The task: Among the lines of data below, reproduce only those from the one with "I am building" through the one with "Task: Dump the", exactly as they stand, both ends included.

Source material:
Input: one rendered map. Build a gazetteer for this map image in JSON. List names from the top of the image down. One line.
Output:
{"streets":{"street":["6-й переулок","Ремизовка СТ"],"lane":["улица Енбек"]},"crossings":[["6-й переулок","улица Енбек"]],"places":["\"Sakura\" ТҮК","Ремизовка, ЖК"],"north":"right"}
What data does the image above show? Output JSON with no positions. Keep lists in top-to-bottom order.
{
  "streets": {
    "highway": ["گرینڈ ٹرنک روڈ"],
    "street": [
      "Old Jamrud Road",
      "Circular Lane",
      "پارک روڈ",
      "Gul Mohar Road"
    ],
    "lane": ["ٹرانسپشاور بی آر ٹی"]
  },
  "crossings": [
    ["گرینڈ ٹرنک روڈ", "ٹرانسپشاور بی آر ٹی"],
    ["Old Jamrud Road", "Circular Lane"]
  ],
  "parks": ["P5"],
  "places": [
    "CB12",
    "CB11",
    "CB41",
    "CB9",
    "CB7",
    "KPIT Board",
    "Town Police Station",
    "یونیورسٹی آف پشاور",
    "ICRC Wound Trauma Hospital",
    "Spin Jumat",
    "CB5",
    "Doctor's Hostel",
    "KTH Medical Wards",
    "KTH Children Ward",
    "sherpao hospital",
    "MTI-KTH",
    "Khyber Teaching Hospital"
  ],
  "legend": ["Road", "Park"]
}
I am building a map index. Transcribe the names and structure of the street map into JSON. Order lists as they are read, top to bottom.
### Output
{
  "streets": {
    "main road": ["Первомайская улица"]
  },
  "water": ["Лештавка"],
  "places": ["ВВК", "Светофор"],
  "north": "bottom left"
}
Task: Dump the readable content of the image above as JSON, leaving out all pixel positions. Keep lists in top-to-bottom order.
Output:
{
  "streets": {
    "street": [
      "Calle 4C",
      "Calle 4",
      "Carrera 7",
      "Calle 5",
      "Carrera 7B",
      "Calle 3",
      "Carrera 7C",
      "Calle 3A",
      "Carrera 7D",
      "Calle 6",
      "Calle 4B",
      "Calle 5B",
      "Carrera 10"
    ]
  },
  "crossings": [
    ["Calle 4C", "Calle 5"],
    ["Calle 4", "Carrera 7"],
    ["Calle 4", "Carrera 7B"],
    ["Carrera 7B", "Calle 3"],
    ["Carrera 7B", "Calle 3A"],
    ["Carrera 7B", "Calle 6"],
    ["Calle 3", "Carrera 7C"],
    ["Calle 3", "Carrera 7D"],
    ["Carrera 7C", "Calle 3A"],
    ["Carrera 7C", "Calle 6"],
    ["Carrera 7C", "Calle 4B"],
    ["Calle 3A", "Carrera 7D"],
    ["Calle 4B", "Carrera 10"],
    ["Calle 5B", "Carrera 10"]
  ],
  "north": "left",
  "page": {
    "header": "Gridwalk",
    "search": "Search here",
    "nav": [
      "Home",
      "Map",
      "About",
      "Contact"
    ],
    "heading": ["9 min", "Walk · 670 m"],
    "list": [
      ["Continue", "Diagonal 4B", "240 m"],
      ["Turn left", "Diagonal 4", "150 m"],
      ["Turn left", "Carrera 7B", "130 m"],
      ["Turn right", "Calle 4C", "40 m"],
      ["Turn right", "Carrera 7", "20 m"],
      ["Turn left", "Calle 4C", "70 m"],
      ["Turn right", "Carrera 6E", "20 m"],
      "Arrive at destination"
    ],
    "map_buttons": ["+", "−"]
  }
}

Solution:
I am building a map index. Transcribe the names and structure of the street map into JSON. Order lists as they are read, top to bottom.
### Output
{
  "streets": {
    "main road": ["Первомайская улица"]
  },
  "water": ["Лештавка"],
  "places": ["ВВК", "Светофор"],
  "north": "bottom left"
}
Task: Dump the readable content of the image above as JSON, leaving out all pixel positions. Keep lists in top-to-bottom order.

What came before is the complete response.